I suspect Annie Dillard’s idea of a poem’s worthiness is one that acknowledges the struggle and the urgency of living.
Broadsides have always interested me, in part, because of their communal act of reading. Books, magazines, newspapers, though they can be read by many and discussed, don’t lend themselves to a shared, simultaneous reading. Broadsides, printed large and posted publicly, ask for that shared, communal consumption.
Because they’re posted as opposed to cradled in the reader’s lap, poems that succeed best on broadsides are those that make themselves available to readers on a first reading and invite and reward further readings. While you could say that all good writing rewards multiple readings, not all good writing gives itself so readily to the reader. Think of writers for whom the challenge is part of the reward: Dostoevsky and Hart Crane come to mind. They’re great writers, though hard to represent on broadsides.
BT: I consider myself a logophile (which is a lover of words). Is there a word you're terribly fond of at the moment?
STEPHEN: I was recently generating material for what I hope will become a poem and wrote the word “emberous” by which I’d meant ember-like, smoldering, fire-potential. In looking it up to see if such a word exists, I found the word “emblements” meaning crops legally belonging to the tenant. I love the short ee sounds, the two em’s. Purely associatively, it brought to mind the word “tribute” and its many uses and valences.
BT: I'm trying to start a chain, a chain of poets, sort of like a chain gang of poets. Can you please suggest a poet I should ask five fast questions to next?
STEPHEN: I immediately thought of Chuck Rybak for a number of reasons I trust will be evident in an interview with him. He’s a marvelous poet who enjoyed a stretch of publishing in a short period of time: two chapbooks and a full-length volume of poems. I’d enjoyed a number of poems in draft and early manifestations in journals. When the full-length book came out, I was surprised and delighted to see how much of it was new work I hadn’t seen, poems full of the quiet sureness that had been building in those others.

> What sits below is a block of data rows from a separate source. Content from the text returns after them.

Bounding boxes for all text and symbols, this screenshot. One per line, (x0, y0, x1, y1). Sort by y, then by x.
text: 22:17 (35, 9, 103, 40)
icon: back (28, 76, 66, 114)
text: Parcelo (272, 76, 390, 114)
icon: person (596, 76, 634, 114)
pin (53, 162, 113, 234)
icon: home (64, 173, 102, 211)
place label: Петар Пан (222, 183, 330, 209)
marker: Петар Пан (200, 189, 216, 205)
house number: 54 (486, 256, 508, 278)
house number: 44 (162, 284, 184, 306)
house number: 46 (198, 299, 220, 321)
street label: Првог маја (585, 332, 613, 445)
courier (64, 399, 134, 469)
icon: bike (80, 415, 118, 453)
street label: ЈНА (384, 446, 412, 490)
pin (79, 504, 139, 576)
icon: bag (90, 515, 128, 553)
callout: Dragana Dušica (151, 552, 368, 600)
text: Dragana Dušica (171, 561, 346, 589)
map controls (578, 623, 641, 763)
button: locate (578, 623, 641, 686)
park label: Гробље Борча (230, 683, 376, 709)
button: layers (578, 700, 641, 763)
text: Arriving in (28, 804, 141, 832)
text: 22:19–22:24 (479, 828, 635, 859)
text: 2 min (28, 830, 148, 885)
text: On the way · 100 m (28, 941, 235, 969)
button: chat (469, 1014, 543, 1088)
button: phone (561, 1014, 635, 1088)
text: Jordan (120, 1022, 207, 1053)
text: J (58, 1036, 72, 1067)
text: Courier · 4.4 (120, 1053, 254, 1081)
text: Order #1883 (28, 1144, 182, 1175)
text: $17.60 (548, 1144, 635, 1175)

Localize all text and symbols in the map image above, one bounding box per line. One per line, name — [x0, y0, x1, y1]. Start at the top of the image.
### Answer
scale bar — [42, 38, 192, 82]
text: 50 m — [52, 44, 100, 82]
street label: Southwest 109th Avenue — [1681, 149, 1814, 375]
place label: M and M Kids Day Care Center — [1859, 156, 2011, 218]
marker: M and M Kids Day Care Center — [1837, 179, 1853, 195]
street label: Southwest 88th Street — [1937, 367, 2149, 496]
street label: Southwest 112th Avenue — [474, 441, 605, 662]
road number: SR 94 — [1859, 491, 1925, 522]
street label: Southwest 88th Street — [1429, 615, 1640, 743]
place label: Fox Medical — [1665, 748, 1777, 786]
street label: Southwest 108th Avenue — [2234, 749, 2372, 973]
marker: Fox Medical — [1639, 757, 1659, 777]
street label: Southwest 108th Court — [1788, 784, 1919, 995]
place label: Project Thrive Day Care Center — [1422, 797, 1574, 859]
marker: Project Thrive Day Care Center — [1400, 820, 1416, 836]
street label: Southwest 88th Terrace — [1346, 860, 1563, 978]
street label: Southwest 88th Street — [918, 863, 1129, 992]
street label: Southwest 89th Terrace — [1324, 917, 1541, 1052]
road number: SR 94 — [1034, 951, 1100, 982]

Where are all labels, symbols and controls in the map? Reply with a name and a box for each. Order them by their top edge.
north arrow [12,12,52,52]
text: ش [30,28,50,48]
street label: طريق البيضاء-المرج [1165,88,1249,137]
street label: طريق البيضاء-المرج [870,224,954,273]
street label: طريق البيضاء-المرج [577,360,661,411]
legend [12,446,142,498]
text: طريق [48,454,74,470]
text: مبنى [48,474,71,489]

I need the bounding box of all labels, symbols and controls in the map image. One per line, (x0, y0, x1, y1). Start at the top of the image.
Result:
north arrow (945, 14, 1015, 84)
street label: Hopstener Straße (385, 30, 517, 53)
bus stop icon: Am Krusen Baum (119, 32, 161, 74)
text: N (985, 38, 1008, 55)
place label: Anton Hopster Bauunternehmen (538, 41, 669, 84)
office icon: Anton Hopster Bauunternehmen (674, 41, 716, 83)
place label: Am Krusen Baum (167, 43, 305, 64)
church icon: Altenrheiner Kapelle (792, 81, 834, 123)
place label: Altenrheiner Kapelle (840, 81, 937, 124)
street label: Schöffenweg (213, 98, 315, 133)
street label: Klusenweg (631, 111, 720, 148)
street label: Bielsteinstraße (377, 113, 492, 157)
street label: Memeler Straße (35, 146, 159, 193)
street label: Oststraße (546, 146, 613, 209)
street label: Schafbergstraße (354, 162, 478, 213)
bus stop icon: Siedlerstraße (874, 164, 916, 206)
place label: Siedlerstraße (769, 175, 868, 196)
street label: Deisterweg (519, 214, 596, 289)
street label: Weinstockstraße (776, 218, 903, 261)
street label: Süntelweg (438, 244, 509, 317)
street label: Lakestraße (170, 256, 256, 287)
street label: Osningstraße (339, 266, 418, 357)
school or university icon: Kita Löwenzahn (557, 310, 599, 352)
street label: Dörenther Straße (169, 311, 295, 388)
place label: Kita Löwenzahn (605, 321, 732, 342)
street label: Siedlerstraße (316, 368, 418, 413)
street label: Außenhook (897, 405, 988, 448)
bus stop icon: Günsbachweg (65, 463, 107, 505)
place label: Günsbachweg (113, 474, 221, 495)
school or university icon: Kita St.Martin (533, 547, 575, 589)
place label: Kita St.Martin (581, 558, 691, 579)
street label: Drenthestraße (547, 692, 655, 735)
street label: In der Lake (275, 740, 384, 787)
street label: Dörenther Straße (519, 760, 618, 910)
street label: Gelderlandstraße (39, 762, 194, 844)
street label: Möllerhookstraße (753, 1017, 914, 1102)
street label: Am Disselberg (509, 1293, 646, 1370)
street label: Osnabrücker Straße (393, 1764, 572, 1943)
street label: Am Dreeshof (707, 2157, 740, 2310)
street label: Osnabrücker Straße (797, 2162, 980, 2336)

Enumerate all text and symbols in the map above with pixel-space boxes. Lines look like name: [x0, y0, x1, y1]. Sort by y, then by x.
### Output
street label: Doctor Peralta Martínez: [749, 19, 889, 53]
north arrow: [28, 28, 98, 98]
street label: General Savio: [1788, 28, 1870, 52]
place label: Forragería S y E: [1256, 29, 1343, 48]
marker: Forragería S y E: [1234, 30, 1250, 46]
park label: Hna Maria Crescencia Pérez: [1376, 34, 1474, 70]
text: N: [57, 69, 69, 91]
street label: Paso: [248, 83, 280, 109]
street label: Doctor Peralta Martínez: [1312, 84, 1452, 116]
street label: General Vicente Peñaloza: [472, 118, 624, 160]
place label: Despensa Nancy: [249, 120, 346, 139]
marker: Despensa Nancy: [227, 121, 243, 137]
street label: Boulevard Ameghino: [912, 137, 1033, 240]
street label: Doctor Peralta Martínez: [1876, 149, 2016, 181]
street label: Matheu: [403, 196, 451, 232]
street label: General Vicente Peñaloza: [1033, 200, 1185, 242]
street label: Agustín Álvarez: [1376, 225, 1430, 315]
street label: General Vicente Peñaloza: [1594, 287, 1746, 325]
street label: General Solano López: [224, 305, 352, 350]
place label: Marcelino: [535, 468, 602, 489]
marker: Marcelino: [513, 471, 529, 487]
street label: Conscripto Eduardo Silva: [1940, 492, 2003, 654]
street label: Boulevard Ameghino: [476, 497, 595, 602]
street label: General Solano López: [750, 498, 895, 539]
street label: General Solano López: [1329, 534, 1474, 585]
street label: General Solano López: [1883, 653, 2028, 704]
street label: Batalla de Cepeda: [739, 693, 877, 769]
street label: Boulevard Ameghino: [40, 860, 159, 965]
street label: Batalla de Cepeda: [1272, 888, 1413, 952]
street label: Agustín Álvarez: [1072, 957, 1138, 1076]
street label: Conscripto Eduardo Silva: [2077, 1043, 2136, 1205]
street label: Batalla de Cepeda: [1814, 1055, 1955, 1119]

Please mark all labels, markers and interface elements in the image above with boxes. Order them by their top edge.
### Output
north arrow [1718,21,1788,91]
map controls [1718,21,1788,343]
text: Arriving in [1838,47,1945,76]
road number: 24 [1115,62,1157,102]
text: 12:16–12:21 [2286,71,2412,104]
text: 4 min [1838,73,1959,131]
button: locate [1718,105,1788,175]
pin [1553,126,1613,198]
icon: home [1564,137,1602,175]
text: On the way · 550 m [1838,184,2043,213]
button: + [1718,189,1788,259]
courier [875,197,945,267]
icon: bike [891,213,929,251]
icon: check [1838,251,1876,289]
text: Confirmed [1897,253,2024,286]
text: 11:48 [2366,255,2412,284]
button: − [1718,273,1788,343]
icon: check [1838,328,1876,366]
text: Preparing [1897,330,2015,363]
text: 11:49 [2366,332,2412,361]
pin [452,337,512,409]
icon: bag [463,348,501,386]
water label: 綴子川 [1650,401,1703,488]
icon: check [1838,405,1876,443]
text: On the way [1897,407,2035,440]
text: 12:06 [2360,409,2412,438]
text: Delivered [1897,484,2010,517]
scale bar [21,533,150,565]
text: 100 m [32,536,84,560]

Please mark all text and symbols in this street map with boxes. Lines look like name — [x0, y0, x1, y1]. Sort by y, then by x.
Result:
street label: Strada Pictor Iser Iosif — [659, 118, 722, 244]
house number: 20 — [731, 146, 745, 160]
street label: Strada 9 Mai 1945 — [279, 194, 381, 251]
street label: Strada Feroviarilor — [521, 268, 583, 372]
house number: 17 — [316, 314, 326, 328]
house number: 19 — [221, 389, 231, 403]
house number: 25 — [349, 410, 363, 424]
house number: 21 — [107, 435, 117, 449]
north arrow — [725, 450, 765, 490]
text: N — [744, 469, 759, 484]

The book felt a revelation, which I think is part of their charm for all readers: felt and surprising meditations on common, lived experience.
Chuck comes to mind, too, because he is one of the readers for Oneiros Press, and the one in fact who prompted me to start the press instead of fantasizing about it. Would I quit talking about a broadside press, he challenged one night over beers, and simply start one? So I did. We need friends sometimes to hear enough of our wishing to know, often before we do, that we have the energy to make it happen.
Stephen Frech has earned degrees from Northwestern University, Washington University in St. Louis, and the University of Cincinnati. He has published three volumes of poetry: Toward Evening and the Day Far Spent (1996), If Not For These Wrinkles of Darkness (2001), and The Dark Villages of Childhood (2009). He is founder and editor of Oneiros Press, publisher of award-winning letterpress poetry broadsides.